*** Exercise data

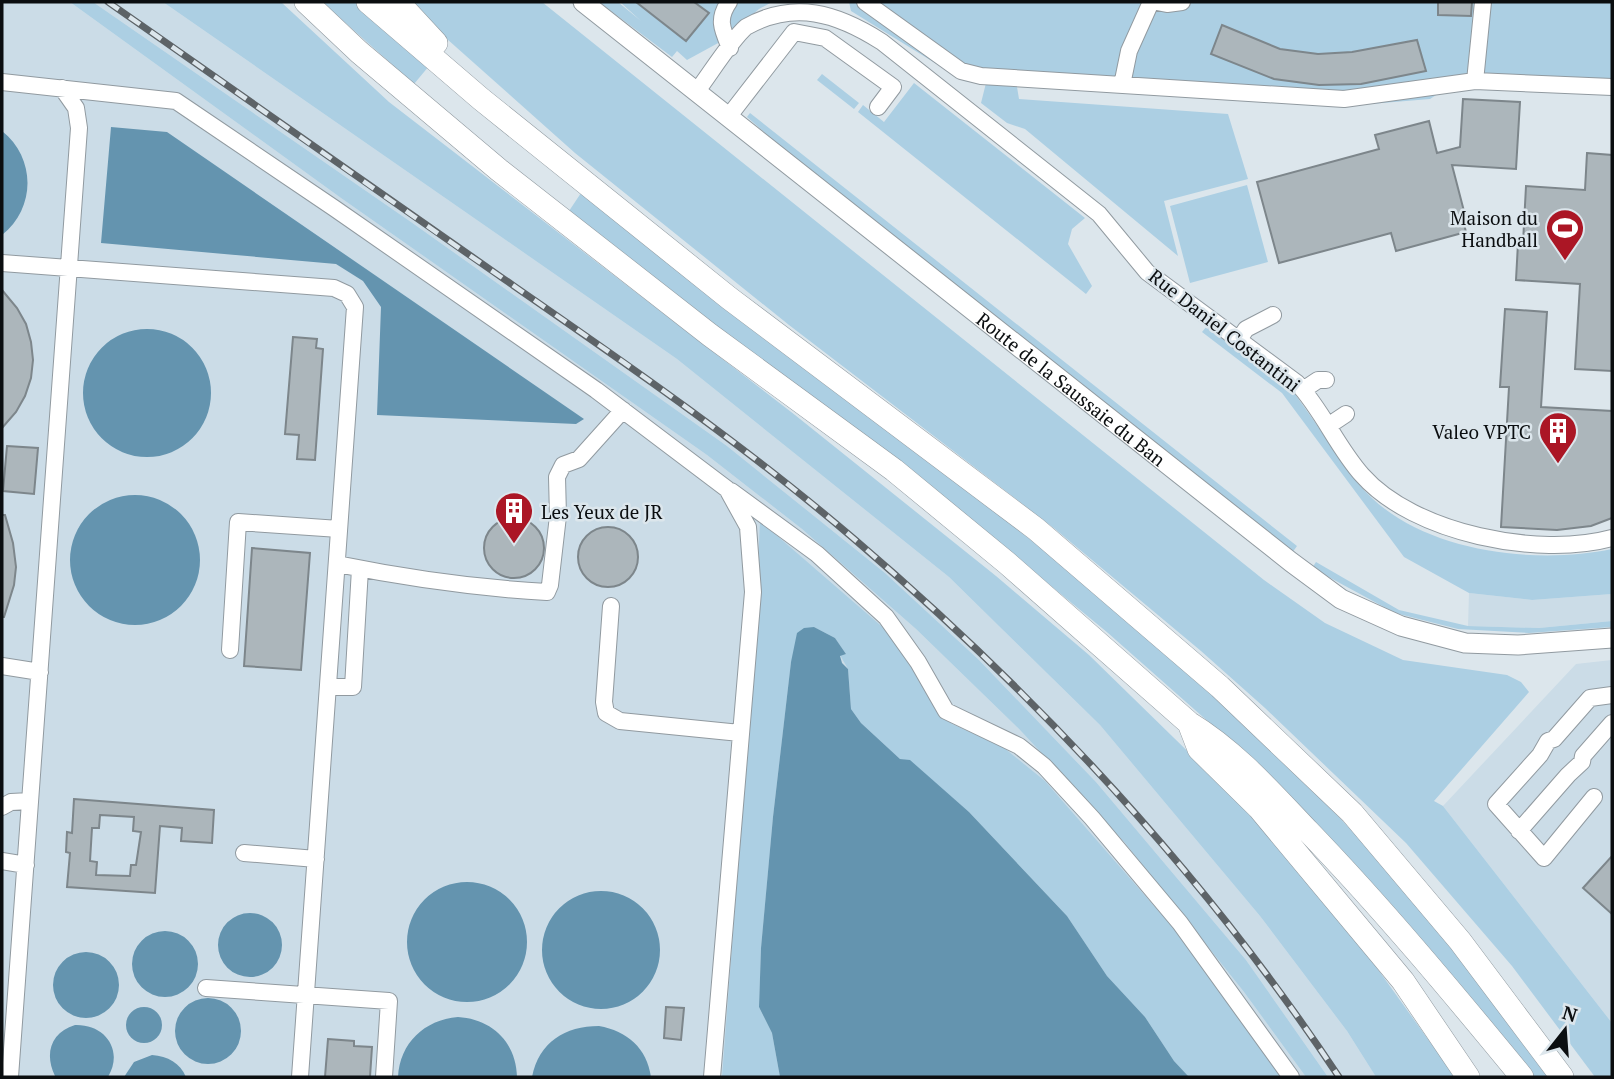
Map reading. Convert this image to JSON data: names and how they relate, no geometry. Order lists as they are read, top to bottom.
{
  "streets": {
    "main road": ["Route de la Saussaie du Ban"],
    "street": ["Rue Daniel Costantini"]
  },
  "crossings": [
    ["Rue Daniel Costantini", "Route de la Saussaie du Ban"]
  ],
  "places": {
    "sports": ["Maison du Handball"],
    "building": ["Valeo VPTC", "Les Yeux de JR"]
  },
  "north": "top"
}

******

[Your instructions]
If a record holds a picture, leave the picture out and copy the rest exactly.

[Answer to this problem]
Map reading. Convert this image to JSON data: names and how they relate, no geometry. Order lists as they are read, top to bottom.
{
  "streets": {
    "main road": ["Route de la Saussaie du Ban"],
    "street": ["Rue Daniel Costantini"]
  },
  "crossings": [
    ["Rue Daniel Costantini", "Route de la Saussaie du Ban"]
  ],
  "places": {
    "sports": ["Maison du Handball"],
    "building": ["Valeo VPTC", "Les Yeux de JR"]
  },
  "north": "top"
}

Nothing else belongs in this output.